**ASSIGNMENT**
Please state how many lines of the listing contain the word "canvas", giving the number by itself.

**INPUT DATA**

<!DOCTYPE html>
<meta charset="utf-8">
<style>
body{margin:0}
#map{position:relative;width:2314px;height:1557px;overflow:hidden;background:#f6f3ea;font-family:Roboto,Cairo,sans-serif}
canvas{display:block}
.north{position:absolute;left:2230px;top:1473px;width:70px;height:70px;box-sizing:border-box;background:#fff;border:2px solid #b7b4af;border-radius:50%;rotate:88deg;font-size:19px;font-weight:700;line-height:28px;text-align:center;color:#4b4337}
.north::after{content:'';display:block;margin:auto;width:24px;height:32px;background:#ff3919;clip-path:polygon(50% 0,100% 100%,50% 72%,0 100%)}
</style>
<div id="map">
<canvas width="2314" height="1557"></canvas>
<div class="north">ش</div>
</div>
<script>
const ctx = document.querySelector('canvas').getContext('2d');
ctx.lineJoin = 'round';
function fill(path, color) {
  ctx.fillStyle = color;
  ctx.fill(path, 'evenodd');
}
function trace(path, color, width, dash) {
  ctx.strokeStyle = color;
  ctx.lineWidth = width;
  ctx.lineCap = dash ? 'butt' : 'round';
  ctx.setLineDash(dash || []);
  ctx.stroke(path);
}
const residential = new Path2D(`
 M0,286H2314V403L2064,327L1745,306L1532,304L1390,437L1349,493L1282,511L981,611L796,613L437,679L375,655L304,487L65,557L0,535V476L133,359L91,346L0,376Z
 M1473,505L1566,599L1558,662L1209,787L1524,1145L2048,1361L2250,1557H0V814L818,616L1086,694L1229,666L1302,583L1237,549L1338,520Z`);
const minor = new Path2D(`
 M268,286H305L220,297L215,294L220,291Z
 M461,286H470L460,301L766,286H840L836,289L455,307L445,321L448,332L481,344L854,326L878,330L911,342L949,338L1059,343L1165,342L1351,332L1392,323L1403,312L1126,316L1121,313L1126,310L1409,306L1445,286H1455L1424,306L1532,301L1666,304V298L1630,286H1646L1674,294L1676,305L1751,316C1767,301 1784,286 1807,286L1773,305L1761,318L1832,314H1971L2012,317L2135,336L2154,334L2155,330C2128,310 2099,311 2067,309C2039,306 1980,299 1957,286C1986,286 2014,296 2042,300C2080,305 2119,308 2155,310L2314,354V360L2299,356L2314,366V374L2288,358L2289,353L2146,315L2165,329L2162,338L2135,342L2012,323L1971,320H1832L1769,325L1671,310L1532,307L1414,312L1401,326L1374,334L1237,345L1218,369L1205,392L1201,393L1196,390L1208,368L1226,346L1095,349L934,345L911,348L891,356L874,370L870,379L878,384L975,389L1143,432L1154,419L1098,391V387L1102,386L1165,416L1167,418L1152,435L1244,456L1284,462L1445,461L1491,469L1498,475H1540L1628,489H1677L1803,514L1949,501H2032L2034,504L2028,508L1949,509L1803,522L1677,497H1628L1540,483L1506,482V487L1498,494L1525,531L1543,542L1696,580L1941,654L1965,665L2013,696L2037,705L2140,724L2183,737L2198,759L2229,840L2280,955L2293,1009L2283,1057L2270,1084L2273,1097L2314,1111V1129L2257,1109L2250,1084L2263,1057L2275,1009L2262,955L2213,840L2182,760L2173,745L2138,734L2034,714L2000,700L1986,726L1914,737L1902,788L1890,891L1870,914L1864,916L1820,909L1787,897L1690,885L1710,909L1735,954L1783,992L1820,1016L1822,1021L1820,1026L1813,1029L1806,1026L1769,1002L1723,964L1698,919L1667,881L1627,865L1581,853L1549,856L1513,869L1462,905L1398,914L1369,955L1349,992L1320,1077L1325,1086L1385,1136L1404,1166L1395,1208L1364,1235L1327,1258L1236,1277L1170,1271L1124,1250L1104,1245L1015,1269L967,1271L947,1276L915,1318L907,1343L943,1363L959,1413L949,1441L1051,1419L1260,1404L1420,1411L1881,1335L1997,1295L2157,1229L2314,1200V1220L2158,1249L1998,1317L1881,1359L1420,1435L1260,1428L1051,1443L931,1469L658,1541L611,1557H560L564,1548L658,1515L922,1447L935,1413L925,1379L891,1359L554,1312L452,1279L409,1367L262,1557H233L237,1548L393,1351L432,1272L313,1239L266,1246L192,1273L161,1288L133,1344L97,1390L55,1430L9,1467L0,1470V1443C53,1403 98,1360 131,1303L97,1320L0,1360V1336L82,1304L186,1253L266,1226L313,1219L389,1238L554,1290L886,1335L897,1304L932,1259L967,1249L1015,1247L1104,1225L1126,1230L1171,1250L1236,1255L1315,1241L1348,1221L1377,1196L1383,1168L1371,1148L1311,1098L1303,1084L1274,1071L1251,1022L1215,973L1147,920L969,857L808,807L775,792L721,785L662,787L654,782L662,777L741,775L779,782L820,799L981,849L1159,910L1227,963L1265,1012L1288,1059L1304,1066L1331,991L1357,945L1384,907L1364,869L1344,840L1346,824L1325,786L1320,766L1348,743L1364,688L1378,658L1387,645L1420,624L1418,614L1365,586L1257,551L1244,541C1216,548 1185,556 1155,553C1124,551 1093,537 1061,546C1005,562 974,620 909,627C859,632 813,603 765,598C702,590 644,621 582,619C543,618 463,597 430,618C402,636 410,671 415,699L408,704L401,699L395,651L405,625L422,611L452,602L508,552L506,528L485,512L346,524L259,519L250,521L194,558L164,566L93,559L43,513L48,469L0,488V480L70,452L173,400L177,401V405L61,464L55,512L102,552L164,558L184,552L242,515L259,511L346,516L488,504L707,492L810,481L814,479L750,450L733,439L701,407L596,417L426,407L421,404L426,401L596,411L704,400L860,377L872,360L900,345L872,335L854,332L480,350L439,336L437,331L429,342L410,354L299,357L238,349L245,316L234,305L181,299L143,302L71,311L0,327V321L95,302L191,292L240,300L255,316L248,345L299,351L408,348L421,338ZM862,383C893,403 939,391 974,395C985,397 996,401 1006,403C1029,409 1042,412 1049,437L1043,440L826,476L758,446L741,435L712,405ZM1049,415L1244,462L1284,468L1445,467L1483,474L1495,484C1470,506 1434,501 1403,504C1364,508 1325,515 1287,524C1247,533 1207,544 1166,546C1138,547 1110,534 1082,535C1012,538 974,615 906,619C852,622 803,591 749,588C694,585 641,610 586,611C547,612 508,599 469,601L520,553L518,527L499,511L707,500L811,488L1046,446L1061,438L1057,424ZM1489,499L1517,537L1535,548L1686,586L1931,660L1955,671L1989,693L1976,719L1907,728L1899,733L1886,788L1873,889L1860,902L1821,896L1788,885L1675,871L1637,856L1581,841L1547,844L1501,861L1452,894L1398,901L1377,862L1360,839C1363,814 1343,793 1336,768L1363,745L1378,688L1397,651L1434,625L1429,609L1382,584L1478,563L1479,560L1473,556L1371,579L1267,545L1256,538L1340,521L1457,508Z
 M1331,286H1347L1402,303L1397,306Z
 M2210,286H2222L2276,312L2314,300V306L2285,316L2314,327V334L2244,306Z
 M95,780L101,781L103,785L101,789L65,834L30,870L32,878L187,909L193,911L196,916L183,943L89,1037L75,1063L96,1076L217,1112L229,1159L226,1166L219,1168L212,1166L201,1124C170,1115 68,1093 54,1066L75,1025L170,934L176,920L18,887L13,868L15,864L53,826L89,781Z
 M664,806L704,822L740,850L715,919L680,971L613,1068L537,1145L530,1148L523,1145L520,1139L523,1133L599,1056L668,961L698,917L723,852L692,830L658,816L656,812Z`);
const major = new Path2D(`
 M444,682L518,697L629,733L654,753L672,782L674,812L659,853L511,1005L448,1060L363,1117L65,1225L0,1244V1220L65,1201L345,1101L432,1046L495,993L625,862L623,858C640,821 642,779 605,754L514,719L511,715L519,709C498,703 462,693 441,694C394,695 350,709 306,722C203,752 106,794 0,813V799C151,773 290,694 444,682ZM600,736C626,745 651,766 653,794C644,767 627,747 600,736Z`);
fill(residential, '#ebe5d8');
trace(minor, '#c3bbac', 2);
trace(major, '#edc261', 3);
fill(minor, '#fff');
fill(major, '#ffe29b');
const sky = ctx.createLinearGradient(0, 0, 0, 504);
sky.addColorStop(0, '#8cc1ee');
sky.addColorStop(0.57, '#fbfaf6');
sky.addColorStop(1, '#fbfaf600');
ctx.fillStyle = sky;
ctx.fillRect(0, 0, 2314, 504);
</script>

**EXERCISE SOLUTION**
3